The project uses the training text data from a corpus called HC Corpora. I use the Russian text in the files ru_RU.blogs.txt, ru_RU.news.txt and ru_RU.twitter.txt. This text is originated from blogs, news feeders and twitter messages respectively.

Data loading

I have manually downloaded the corpus from the Capstone Dataset. Follows the count of lines, words and characters in every file executed on the operating system level:

$ wc *.txt
  337100 9691167 116855835 ru_RU.blogs.txt
  196360 9416099 118996424 ru_RU.news.txt
  881414 9542485 105182346 ru_RU.twitter.txt
 1414874 28649751 341034605 total

The corpus contains about 30 milions of words. Then I have read the data in three variables.

blogs_fn <- "~/Coursera/Capstone/final/ru_RU/ru_RU.blogs.txt"
blogs_lines <- readLines(file(blogs_fn, "r"))
news_fn <- "~/Coursera/Capstone/final/ru_RU/ru_RU.news.txt"
news_lines <- readLines(file(news_fn, "r"))
twitter_fn <- "~/Coursera/Capstone/final/ru_RU/ru_RU.twitter.txt"
twitter_lines <- readLines(file(twitter_fn, "r"))

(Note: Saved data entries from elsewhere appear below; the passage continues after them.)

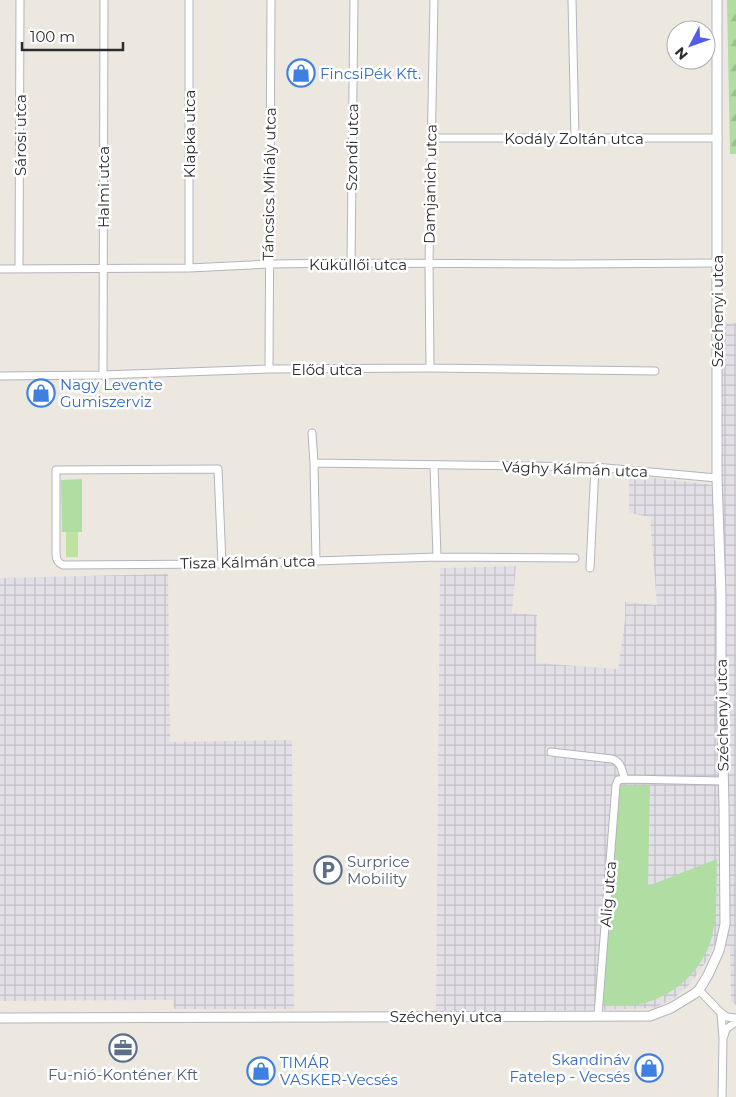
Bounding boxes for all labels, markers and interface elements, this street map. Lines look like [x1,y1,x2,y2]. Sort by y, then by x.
scale bar [22,20,124,52]
north arrow [666,20,716,70]
text: 100 m [30,27,75,46]
text: N [671,43,692,64]
shop icon: FincsiPék Kft. [286,58,316,88]
place label: FincsiPék Kft. [320,64,421,83]
street label: Klapka utca [180,90,199,178]
street label: Sárosi utca [11,94,30,176]
street label: Szondi utca [342,103,362,191]
street label: Táncsics Mihály utca [258,107,280,261]
street label: Damjanich utca [419,124,441,244]
street label: Kodály Zoltán utca [504,129,644,148]
street label: Halmi utca [94,146,113,228]
street label: Küküllői utca [309,255,407,274]
street label: Széchenyi utca [708,255,727,367]
street label: Előd utca [292,360,362,379]
place label: Nagy Levente Gumiszerviz [60,375,163,411]
shop icon: Nagy Levente Gumiszerviz [26,378,56,408]
street label: Vághy Kálmán utca [502,457,648,481]
street label: Tisza Kálmán utca [180,551,316,573]
street label: Széchenyi utca [712,659,732,771]
place label: Surprice Mobility [347,852,410,888]
parking icon: Surprice Mobility [313,855,343,885]
street label: Alig utca [596,860,620,928]
street label: Széchenyi utca [390,1007,502,1026]
office icon: Fu-nió-Konténer Kft [108,1033,138,1063]
place label: Skandináv Fatelep - Vecsés [509,1050,631,1086]
place label: TIMÁR VASKER-Vecsés [280,1053,398,1089]
shop icon: Skandináv Fatelep - Vecsés [634,1053,664,1083]
shop icon: TIMÁR VASKER-Vecsés [246,1056,276,1086]
place label: Fu-nió-Konténer Kft [48,1065,198,1084]

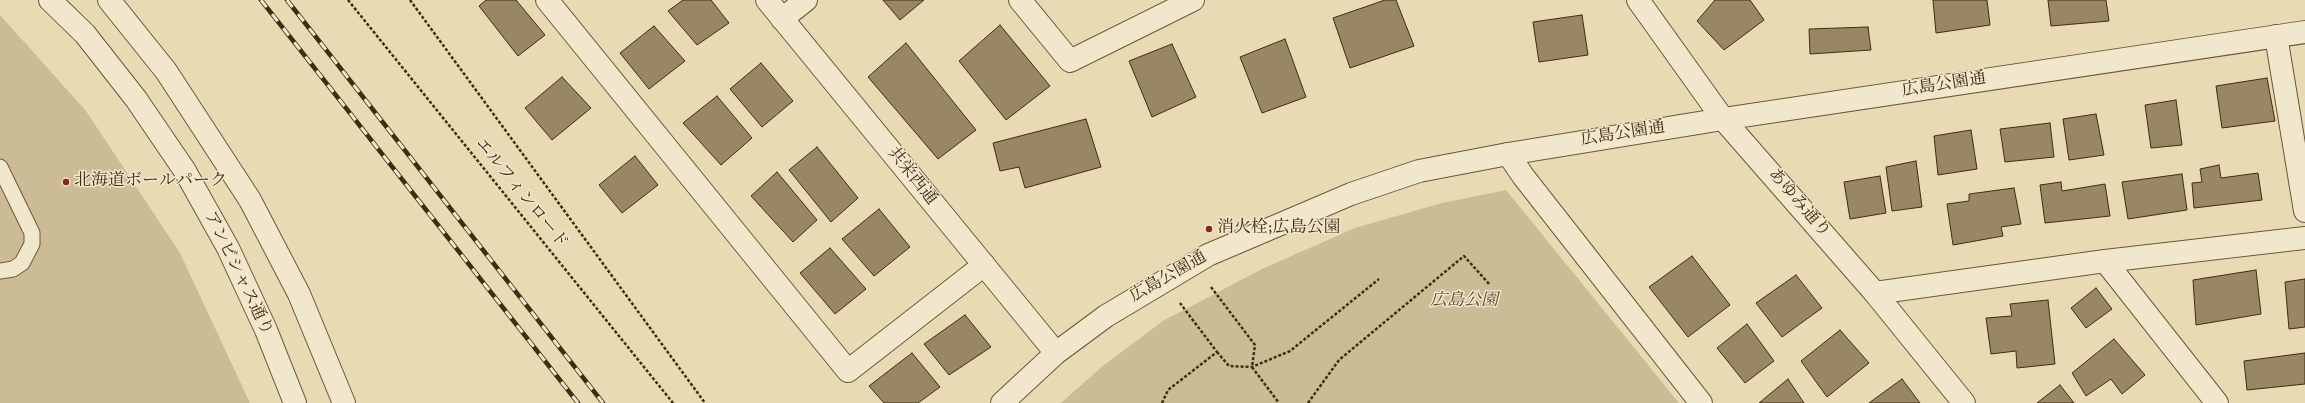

Every variable is a character vector, each element being a text line from the corresponding file. Follow first six lines of the blog file.

head(blogs_lines)
## [1] "Настало время и мне поделиться чем-нибудь сладким!!! Уже совсем скоро наступит Новый год, и поэтому моя конфека посвящается этому чудесному празднику!"                                                                                                                                                                                                                                                                                
## [2] "сама элегантность и выдержанность...."                                                                                                                                                                                                                                                                                                                                                                                                 
## [3] "Знаменитые дизайнеры, популярные магазины дамской одежды и известные модницы - все сейчас увлечены женственным и романтичным стилем 70-х, свободным и легким, цветочными паттернами, оборками и кружевами. И умеющей вязать даме нет необходимости тратить баснословные суммы, чтобы выглядеть стильно, женственно и современно - достаточно взять в руки крючок и самой сотворить небольшое вязаное платьице а-ля Диор или Феррагамо."
## [4] "Проверяем точно ли продавец высылает в Россию? Нажимаем на вкладку и читаем:"                                                                                                                                                                                                                                                                                                                                                          
## [5] "Я ухожу, но не прощаюсь,"                                                                                                                                                                                                                                                                                                                                                                                                              
## [6] "Ну как? Жду ваших замечаний..."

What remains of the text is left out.